I’ve actually done this experiment. I am a pro user, so I know that Chat GPT stores the memories I allow for, via the “Memory” section.
But, I’ve asked for a list of inferences that it has made about me NOT BASED on what’s stored in the memories, but on PREVIOUS conversations… guess what? It provided said inferences. And I asked for this in a “Clean slate”, brand new chat. Which “shouldn’t be possible” since “Chat GPT cannot access what’s in another conversation”. Apparently, not the explicit data, but the inferences stick, because it’s highly optimized for engagement…
➡️Personalization Platforms that shape cognitive inputs (Meta, TikTok, Instagram)
-Meta’s ad targeting is based on inferred behavioral data. How to forget the Cambridge Analytica scandal? If nothing else, it proved that these inferences can subtly shift political leanings over time.
-TikTok’s algorithmic feed determines which ideas users are exposed to, shaping reality for younger generations whose primary news source is social media, not journalism.
- A "How We See You" dashboard (instead of “AI Profile”) could surface key behavioral traits influencing content visibility.
-This is as much of a transparency problem as it would be a UX problem. And I am learning about this as much as I can from my UX colleagues at work. But what happens if we don’t push?
-The sad part? Corps don’t even need "Cambridge Analytical" to orchestrate cognitive influence manipulation for them anymore.
➡️High-Stakes AI-Driven Decisions
-A hiring platform infering a lack of leadership skills based on pattern-matching with previous applicants should be contested before reaching the recruiter.
-What happens if I am continuously rejected from leadership positions due to an inference (based on similar profiles) that “I lack leadership skills”? Maybe because I didn’t phrase my experience in certain way? Eventually, I start believing that I am not suitable for that kind of position, and I don’t even understand why.
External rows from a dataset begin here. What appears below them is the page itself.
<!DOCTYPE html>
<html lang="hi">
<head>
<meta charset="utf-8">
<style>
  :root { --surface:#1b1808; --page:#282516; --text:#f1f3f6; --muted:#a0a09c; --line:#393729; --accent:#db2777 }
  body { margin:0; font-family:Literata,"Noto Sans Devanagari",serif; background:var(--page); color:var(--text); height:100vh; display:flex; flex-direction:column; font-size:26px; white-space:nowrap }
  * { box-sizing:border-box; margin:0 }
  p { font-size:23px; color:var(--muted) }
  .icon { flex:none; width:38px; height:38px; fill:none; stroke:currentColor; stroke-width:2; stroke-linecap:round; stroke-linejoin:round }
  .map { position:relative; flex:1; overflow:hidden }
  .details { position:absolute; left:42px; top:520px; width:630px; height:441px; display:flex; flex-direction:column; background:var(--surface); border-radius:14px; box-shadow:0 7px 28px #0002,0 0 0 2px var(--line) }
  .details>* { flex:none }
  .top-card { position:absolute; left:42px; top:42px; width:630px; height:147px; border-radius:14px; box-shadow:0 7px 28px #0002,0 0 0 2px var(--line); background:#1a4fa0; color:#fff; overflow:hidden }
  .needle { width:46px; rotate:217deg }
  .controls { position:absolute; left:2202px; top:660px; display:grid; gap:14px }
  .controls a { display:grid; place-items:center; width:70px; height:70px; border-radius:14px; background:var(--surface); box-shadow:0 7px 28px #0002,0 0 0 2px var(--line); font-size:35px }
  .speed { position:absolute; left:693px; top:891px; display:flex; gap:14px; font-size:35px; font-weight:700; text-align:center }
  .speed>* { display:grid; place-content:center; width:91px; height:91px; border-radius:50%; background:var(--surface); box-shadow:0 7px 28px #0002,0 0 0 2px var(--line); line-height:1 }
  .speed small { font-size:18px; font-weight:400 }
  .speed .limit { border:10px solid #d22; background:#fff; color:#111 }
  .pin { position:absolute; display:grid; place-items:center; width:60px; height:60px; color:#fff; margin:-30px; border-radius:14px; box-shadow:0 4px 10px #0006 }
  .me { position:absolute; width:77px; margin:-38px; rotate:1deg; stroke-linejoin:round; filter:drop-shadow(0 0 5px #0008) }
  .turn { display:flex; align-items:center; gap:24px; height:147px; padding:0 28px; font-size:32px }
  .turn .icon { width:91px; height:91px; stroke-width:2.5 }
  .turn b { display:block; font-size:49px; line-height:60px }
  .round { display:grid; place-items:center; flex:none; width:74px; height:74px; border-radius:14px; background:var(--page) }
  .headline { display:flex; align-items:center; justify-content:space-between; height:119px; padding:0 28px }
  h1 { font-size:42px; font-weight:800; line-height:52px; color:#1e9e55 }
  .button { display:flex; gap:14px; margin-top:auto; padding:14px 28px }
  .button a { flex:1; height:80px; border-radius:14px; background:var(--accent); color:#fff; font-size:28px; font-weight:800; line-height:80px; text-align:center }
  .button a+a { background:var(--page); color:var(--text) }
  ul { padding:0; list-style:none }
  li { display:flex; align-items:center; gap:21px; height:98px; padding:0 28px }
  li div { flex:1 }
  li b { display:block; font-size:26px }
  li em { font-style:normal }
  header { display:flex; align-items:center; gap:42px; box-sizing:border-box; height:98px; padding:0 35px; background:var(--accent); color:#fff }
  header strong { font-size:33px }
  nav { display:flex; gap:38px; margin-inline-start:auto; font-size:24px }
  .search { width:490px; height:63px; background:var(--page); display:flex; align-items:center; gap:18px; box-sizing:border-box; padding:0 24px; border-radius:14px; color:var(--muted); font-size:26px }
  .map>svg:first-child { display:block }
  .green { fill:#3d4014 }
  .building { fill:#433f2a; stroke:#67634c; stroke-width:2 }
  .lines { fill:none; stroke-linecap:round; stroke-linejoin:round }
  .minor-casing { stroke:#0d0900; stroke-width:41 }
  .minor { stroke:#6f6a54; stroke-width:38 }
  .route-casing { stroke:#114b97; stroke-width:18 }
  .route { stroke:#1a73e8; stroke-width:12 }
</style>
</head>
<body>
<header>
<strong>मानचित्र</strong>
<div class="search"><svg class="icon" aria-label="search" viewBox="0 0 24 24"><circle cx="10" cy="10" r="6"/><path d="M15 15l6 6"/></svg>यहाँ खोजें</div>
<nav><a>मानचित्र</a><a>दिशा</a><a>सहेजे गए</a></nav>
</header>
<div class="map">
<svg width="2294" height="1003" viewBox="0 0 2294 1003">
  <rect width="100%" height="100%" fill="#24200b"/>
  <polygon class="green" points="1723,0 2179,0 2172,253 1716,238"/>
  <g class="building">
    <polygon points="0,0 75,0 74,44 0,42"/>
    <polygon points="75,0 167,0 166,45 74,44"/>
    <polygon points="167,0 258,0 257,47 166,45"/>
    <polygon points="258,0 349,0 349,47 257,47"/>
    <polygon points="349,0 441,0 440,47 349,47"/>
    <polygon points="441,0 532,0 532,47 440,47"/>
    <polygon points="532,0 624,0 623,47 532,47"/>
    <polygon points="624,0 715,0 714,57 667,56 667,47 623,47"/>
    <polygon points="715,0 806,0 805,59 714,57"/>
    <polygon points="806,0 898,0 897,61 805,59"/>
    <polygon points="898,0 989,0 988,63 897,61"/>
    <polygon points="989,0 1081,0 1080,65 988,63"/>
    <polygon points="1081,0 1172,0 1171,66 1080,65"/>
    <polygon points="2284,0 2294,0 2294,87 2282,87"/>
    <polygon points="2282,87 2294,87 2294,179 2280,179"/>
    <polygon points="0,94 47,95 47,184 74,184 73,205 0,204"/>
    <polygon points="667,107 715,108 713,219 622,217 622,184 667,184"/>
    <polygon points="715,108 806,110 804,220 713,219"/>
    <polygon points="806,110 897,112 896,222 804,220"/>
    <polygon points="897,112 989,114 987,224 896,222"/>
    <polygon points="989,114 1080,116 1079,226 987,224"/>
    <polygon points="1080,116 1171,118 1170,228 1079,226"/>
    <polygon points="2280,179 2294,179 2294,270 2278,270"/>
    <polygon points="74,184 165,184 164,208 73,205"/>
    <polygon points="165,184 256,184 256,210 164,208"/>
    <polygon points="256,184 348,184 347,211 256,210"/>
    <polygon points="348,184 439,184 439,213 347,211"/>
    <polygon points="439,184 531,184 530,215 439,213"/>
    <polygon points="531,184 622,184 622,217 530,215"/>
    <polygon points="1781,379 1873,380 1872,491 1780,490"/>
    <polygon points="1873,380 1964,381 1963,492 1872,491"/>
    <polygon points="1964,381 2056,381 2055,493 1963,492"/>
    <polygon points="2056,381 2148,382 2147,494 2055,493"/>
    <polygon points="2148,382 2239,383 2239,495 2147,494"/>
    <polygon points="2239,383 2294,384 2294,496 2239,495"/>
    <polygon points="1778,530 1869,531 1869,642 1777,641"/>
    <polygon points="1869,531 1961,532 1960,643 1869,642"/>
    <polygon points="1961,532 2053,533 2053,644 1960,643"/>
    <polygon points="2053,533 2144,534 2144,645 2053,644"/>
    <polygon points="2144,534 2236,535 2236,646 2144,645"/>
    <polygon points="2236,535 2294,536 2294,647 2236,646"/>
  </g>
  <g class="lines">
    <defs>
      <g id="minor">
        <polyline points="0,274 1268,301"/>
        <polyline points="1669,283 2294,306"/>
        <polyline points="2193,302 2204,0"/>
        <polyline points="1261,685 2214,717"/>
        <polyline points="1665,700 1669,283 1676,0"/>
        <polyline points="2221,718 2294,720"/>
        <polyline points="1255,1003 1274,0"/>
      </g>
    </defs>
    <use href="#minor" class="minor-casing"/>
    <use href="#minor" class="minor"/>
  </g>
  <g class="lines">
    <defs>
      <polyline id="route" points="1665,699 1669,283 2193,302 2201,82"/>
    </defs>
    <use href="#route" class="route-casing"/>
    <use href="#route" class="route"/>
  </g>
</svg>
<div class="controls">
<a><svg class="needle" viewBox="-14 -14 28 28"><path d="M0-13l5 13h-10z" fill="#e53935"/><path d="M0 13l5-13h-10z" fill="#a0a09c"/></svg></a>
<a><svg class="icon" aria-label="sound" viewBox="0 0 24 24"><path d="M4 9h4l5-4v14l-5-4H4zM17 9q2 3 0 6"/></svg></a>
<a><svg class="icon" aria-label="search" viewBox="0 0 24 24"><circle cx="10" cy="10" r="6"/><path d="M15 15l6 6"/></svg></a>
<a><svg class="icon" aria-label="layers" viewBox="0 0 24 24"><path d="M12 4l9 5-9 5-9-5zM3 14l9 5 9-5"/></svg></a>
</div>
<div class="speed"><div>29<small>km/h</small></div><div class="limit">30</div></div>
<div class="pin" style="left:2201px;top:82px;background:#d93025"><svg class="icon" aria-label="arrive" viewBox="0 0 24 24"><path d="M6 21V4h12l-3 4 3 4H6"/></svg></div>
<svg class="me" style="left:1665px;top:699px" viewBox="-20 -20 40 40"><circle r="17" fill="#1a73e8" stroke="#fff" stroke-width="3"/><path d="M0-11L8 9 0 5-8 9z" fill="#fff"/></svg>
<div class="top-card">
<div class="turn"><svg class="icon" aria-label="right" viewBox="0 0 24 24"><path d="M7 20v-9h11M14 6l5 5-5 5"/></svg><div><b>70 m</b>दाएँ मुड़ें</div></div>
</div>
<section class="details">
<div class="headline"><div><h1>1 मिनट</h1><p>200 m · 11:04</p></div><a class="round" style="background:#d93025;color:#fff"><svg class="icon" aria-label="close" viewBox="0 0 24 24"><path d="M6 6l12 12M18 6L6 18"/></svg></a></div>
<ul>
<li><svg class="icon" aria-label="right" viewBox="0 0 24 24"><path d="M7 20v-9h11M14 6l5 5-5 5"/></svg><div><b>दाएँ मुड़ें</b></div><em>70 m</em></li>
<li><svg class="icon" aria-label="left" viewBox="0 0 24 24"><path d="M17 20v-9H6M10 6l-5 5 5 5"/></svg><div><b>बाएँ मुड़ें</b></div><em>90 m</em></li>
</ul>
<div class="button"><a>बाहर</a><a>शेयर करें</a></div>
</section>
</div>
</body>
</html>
-A credit-scoring AI determining financial reliability from behavioral data should be transparent about its profiling logic. But alas, this is David vs Goliath (I know).
2. Where Inference Transparency is NOT a priority
-Not every AI-driven inference requires user oversight, so the concern that users will be drowning in inference notifications is valid, but only if the system is poorly designed.
-I like how Spotify Wrapped already surfaces inferred listening trends, but users are fine with it because it’s low stakes. It’s personally helped me understand how my music taste changes over time, but it also made me wonder how much of this is due to repetitive loops that my playlists are “curated” for.
-Would anyone else care? Probably not, and I would argue that spotify’s capacity to shape my cognition is not worth the fight.
I am more concerned about end-user-facing AI assistants. And about what happens when AI is embedded into a humanoid form and interacts like a human…
If AI reasoning models remain opaque, we will be blind to how these systems reach conclusions. Which also makes them impossible to regulate effectively.
This is not another version of PbD, it’s just a starting point for how we can bridge the gap between “protecting personal data” and “being aware of how that personal data is used to influence our decisions (or decisions about us)”.
And this is something in AI Safety that regulatory frameworks haven’t caught up with yet.
What I don't like about the AI Act is it wording of "AI systems that manipulate human behavior to the extent of significantly impairing individuals' ability to make informed decisions". Because it limits this to "AI applications that employ subliminal techniques or deceptive practices to alter behavior, potentially leading to harm".
How about AI applications that are so well optimized for engagement that they alter behaviour, but not in a malicious or deceptive way? This could still lead to harm, but since it's not the Deployers' intention then it doesn't count. And, how do we define "harm"? it doesn't end...
What I know is: if we don’t define and implement autonomy safeguards now, they won’t be built into the foundation of AI governance.